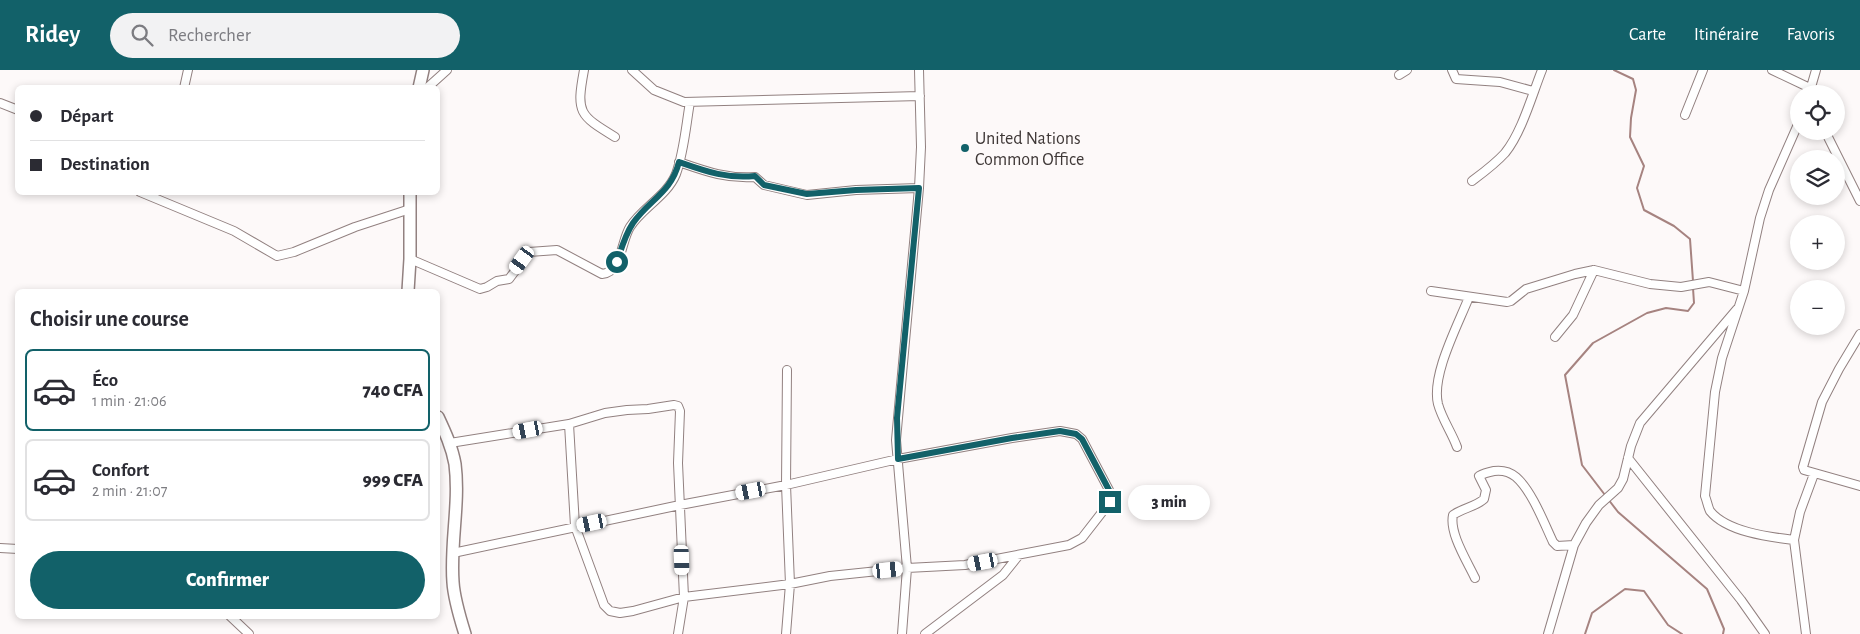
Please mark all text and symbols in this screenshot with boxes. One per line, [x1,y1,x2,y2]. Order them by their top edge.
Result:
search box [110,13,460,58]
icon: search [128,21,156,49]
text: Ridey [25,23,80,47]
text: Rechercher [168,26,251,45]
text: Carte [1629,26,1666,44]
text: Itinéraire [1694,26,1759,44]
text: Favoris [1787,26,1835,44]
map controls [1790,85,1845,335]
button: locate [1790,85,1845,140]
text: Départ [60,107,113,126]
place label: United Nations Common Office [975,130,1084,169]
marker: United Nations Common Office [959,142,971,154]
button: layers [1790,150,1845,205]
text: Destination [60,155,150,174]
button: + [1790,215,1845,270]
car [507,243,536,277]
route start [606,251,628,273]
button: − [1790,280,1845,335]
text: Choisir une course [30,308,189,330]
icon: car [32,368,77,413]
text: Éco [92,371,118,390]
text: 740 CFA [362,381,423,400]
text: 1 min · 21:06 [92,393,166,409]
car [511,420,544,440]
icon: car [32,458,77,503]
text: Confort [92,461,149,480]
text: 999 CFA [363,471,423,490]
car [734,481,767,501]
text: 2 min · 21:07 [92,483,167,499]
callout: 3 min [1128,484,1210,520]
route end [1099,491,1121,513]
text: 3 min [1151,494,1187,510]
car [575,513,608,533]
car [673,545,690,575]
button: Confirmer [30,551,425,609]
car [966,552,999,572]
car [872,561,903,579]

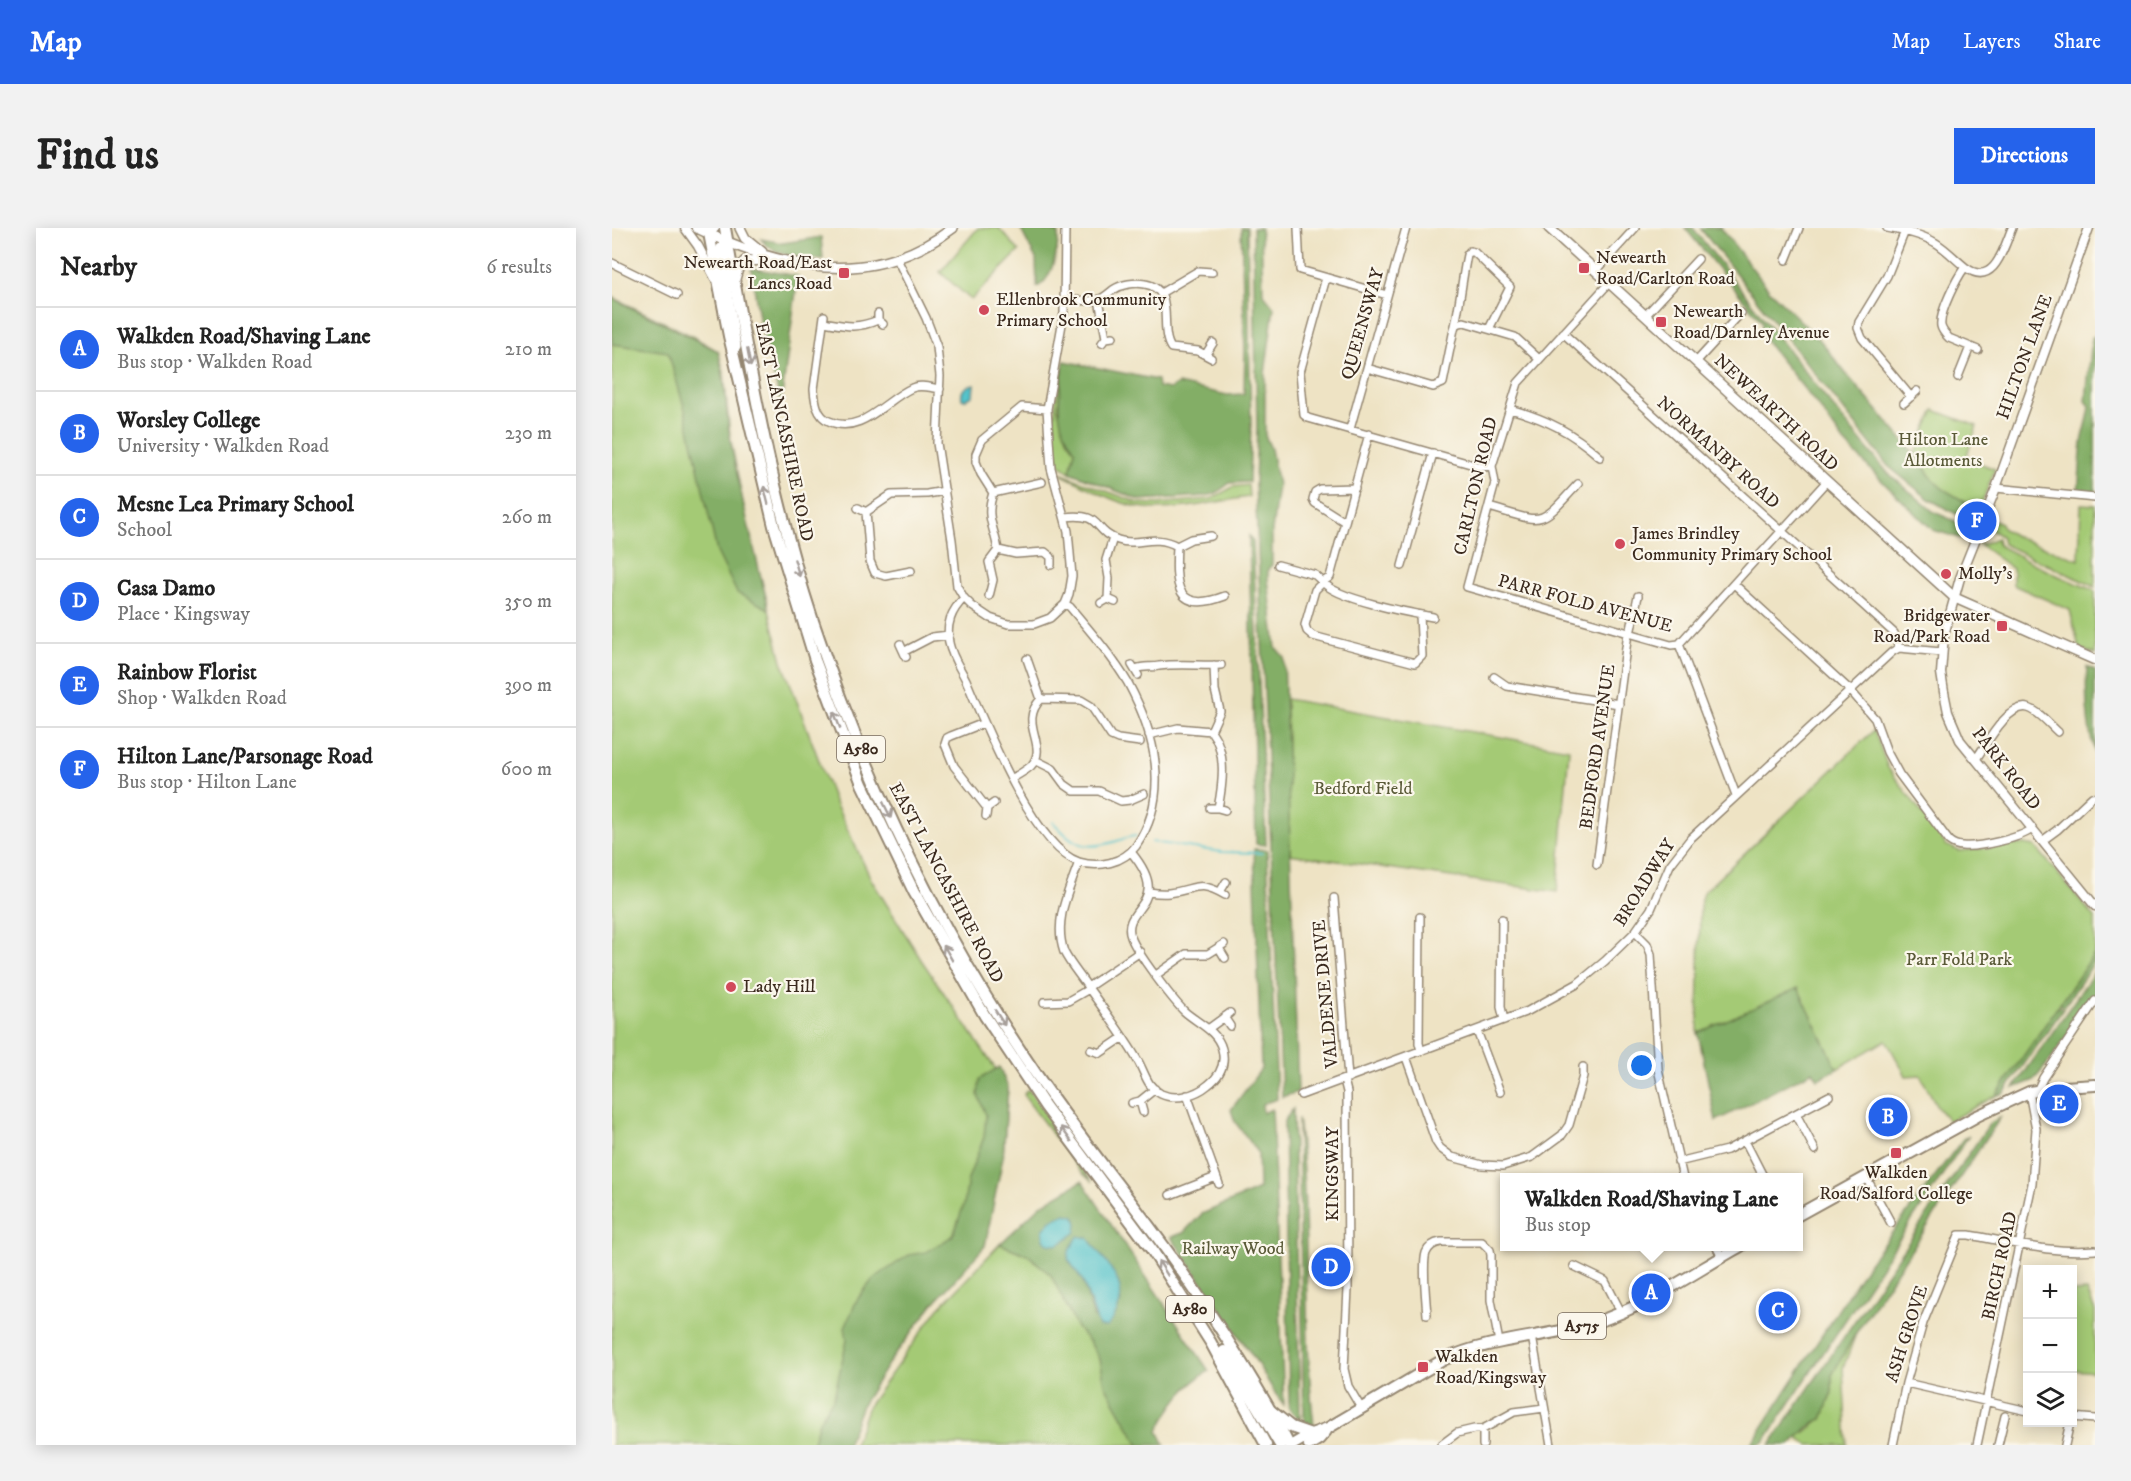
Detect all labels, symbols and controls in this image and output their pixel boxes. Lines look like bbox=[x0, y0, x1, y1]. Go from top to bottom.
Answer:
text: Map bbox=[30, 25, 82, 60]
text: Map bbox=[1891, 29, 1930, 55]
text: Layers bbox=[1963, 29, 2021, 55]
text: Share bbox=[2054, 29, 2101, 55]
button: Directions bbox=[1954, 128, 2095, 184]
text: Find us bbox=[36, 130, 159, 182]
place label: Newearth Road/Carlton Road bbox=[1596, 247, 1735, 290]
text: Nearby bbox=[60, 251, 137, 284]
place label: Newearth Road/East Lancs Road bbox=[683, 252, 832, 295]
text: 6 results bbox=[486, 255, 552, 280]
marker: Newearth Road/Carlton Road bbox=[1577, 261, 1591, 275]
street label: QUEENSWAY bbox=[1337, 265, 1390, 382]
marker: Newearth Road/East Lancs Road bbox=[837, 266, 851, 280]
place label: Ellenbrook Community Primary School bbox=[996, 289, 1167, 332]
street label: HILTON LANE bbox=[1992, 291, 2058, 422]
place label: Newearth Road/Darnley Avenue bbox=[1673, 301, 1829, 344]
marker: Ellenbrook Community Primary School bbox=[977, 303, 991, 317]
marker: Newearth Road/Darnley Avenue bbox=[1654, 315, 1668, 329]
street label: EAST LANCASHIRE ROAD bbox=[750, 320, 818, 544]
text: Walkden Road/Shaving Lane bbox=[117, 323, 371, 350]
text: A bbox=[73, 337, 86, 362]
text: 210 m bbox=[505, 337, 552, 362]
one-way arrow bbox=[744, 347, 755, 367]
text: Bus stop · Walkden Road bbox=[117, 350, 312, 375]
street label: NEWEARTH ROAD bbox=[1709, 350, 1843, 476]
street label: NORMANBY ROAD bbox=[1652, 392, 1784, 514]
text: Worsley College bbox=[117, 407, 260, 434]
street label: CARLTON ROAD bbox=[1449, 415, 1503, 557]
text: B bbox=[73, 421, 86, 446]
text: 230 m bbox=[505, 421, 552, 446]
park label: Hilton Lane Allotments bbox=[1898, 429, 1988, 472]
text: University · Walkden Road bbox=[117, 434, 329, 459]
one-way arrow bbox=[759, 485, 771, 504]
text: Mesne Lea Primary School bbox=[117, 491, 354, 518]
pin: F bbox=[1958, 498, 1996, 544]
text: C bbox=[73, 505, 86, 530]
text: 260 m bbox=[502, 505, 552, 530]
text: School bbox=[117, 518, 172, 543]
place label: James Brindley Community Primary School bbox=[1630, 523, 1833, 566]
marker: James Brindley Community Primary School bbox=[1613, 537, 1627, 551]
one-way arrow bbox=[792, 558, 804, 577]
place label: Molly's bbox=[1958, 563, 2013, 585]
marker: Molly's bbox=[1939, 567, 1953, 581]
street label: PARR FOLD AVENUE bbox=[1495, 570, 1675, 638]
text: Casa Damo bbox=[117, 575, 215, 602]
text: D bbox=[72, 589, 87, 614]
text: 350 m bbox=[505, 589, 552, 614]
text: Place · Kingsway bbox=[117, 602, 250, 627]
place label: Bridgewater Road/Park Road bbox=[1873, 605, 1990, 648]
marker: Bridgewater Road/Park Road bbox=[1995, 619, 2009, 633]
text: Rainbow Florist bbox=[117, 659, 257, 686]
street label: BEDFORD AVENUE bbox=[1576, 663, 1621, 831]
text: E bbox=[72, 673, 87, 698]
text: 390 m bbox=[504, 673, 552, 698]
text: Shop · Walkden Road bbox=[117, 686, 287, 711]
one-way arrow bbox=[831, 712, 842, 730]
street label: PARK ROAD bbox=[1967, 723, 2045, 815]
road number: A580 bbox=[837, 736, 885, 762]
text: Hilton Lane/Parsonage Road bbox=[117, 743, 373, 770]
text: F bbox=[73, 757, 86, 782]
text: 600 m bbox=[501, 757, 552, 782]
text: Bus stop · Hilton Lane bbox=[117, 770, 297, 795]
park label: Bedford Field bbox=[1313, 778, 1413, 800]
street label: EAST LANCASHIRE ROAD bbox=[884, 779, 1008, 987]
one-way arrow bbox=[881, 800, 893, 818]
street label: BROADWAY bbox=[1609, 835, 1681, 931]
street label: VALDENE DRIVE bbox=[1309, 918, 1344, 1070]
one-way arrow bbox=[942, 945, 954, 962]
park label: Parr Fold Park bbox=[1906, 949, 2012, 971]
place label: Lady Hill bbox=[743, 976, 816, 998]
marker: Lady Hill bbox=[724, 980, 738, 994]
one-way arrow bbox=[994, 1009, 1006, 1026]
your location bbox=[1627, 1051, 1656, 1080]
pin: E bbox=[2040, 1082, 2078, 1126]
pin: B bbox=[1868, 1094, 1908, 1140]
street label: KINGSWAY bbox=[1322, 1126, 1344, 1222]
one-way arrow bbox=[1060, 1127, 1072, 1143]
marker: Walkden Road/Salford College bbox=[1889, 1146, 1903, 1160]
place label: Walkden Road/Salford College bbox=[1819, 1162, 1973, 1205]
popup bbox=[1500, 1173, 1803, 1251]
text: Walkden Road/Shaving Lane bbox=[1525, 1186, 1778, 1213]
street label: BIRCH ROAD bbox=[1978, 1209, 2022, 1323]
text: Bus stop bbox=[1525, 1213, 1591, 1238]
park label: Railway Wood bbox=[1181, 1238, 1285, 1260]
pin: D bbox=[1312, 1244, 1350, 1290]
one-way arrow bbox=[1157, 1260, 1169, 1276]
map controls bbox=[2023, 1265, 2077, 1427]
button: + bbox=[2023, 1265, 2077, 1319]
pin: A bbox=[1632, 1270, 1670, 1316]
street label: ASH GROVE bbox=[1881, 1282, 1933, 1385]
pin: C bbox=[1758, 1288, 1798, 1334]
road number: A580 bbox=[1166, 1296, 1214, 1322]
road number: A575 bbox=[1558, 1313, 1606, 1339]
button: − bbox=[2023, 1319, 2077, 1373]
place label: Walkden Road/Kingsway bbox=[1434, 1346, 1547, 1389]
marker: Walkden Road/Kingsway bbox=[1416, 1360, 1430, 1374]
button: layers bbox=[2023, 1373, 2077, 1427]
※ ※ ※
**ACTION ITEM:** Leaving the pictures out, output each line of the listing exactly.

**EXERCISE SOLUTION:**
Please mark all text and symbols in this screenshot with boxes. One per line, [x1,y1,x2,y2]. Order them by their top edge.
Result:
search box [110,13,460,58]
icon: search [128,21,156,49]
text: Ridey [25,23,80,47]
text: Rechercher [168,26,251,45]
text: Carte [1629,26,1666,44]
text: Itinéraire [1694,26,1759,44]
text: Favoris [1787,26,1835,44]
map controls [1790,85,1845,335]
button: locate [1790,85,1845,140]
text: Départ [60,107,113,126]
place label: United Nations Common Office [975,130,1084,169]
marker: United Nations Common Office [959,142,971,154]
button: layers [1790,150,1845,205]
text: Destination [60,155,150,174]
button: + [1790,215,1845,270]
car [507,243,536,277]
route start [606,251,628,273]
button: − [1790,280,1845,335]
text: Choisir une course [30,308,189,330]
icon: car [32,368,77,413]
text: Éco [92,371,118,390]
text: 740 CFA [362,381,423,400]
text: 1 min · 21:06 [92,393,166,409]
car [511,420,544,440]
icon: car [32,458,77,503]
text: Confort [92,461,149,480]
text: 999 CFA [363,471,423,490]
car [734,481,767,501]
text: 2 min · 21:07 [92,483,167,499]
callout: 3 min [1128,484,1210,520]
route end [1099,491,1121,513]
text: 3 min [1151,494,1187,510]
car [575,513,608,533]
car [673,545,690,575]
button: Confirmer [30,551,425,609]
car [966,552,999,572]
car [872,561,903,579]

Detect all labels, symbols and controls in this image and output their pixel boxes. Lines look like bbox=[x0, y0, x1, y1]. Go from top to bottom.
Answer:
text: Map bbox=[30, 25, 82, 60]
text: Map bbox=[1891, 29, 1930, 55]
text: Layers bbox=[1963, 29, 2021, 55]
text: Share bbox=[2054, 29, 2101, 55]
button: Directions bbox=[1954, 128, 2095, 184]
text: Find us bbox=[36, 130, 159, 182]
place label: Newearth Road/Carlton Road bbox=[1596, 247, 1735, 290]
text: Nearby bbox=[60, 251, 137, 284]
place label: Newearth Road/East Lancs Road bbox=[683, 252, 832, 295]
text: 6 results bbox=[486, 255, 552, 280]
marker: Newearth Road/Carlton Road bbox=[1577, 261, 1591, 275]
street label: QUEENSWAY bbox=[1337, 265, 1390, 382]
marker: Newearth Road/East Lancs Road bbox=[837, 266, 851, 280]
place label: Ellenbrook Community Primary School bbox=[996, 289, 1167, 332]
street label: HILTON LANE bbox=[1992, 291, 2058, 422]
place label: Newearth Road/Darnley Avenue bbox=[1673, 301, 1829, 344]
marker: Ellenbrook Community Primary School bbox=[977, 303, 991, 317]
marker: Newearth Road/Darnley Avenue bbox=[1654, 315, 1668, 329]
street label: EAST LANCASHIRE ROAD bbox=[750, 320, 818, 544]
text: Walkden Road/Shaving Lane bbox=[117, 323, 371, 350]
text: A bbox=[73, 337, 86, 362]
text: 210 m bbox=[505, 337, 552, 362]
one-way arrow bbox=[744, 347, 755, 367]
text: Bus stop · Walkden Road bbox=[117, 350, 312, 375]
street label: NEWEARTH ROAD bbox=[1709, 350, 1843, 476]
street label: NORMANBY ROAD bbox=[1652, 392, 1784, 514]
text: Worsley College bbox=[117, 407, 260, 434]
street label: CARLTON ROAD bbox=[1449, 415, 1503, 557]
text: B bbox=[73, 421, 86, 446]
text: 230 m bbox=[505, 421, 552, 446]
park label: Hilton Lane Allotments bbox=[1898, 429, 1988, 472]
text: University · Walkden Road bbox=[117, 434, 329, 459]
one-way arrow bbox=[759, 485, 771, 504]
text: Mesne Lea Primary School bbox=[117, 491, 354, 518]
pin: F bbox=[1958, 498, 1996, 544]
text: C bbox=[73, 505, 86, 530]
text: 260 m bbox=[502, 505, 552, 530]
text: School bbox=[117, 518, 172, 543]
place label: James Brindley Community Primary School bbox=[1630, 523, 1833, 566]
marker: James Brindley Community Primary School bbox=[1613, 537, 1627, 551]
one-way arrow bbox=[792, 558, 804, 577]
place label: Molly's bbox=[1958, 563, 2013, 585]
marker: Molly's bbox=[1939, 567, 1953, 581]
street label: PARR FOLD AVENUE bbox=[1495, 570, 1675, 638]
text: Casa Damo bbox=[117, 575, 215, 602]
text: D bbox=[72, 589, 87, 614]
text: 350 m bbox=[505, 589, 552, 614]
text: Place · Kingsway bbox=[117, 602, 250, 627]
place label: Bridgewater Road/Park Road bbox=[1873, 605, 1990, 648]
marker: Bridgewater Road/Park Road bbox=[1995, 619, 2009, 633]
text: Rainbow Florist bbox=[117, 659, 257, 686]
street label: BEDFORD AVENUE bbox=[1576, 663, 1621, 831]
text: E bbox=[72, 673, 87, 698]
text: 390 m bbox=[504, 673, 552, 698]
text: Shop · Walkden Road bbox=[117, 686, 287, 711]
one-way arrow bbox=[831, 712, 842, 730]
street label: PARK ROAD bbox=[1967, 723, 2045, 815]
road number: A580 bbox=[837, 736, 885, 762]
text: Hilton Lane/Parsonage Road bbox=[117, 743, 373, 770]
text: F bbox=[73, 757, 86, 782]
text: 600 m bbox=[501, 757, 552, 782]
text: Bus stop · Hilton Lane bbox=[117, 770, 297, 795]
park label: Bedford Field bbox=[1313, 778, 1413, 800]
street label: EAST LANCASHIRE ROAD bbox=[884, 779, 1008, 987]
one-way arrow bbox=[881, 800, 893, 818]
street label: BROADWAY bbox=[1609, 835, 1681, 931]
street label: VALDENE DRIVE bbox=[1309, 918, 1344, 1070]
one-way arrow bbox=[942, 945, 954, 962]
park label: Parr Fold Park bbox=[1906, 949, 2012, 971]
place label: Lady Hill bbox=[743, 976, 816, 998]
marker: Lady Hill bbox=[724, 980, 738, 994]
one-way arrow bbox=[994, 1009, 1006, 1026]
your location bbox=[1627, 1051, 1656, 1080]
pin: E bbox=[2040, 1082, 2078, 1126]
pin: B bbox=[1868, 1094, 1908, 1140]
street label: KINGSWAY bbox=[1322, 1126, 1344, 1222]
one-way arrow bbox=[1060, 1127, 1072, 1143]
marker: Walkden Road/Salford College bbox=[1889, 1146, 1903, 1160]
place label: Walkden Road/Salford College bbox=[1819, 1162, 1973, 1205]
popup bbox=[1500, 1173, 1803, 1251]
text: Walkden Road/Shaving Lane bbox=[1525, 1186, 1778, 1213]
street label: BIRCH ROAD bbox=[1978, 1209, 2022, 1323]
text: Bus stop bbox=[1525, 1213, 1591, 1238]
park label: Railway Wood bbox=[1181, 1238, 1285, 1260]
pin: D bbox=[1312, 1244, 1350, 1290]
one-way arrow bbox=[1157, 1260, 1169, 1276]
map controls bbox=[2023, 1265, 2077, 1427]
button: + bbox=[2023, 1265, 2077, 1319]
pin: A bbox=[1632, 1270, 1670, 1316]
street label: ASH GROVE bbox=[1881, 1282, 1933, 1385]
pin: C bbox=[1758, 1288, 1798, 1334]
road number: A580 bbox=[1166, 1296, 1214, 1322]
road number: A575 bbox=[1558, 1313, 1606, 1339]
button: − bbox=[2023, 1319, 2077, 1373]
place label: Walkden Road/Kingsway bbox=[1434, 1346, 1547, 1389]
marker: Walkden Road/Kingsway bbox=[1416, 1360, 1430, 1374]
button: layers bbox=[2023, 1373, 2077, 1427]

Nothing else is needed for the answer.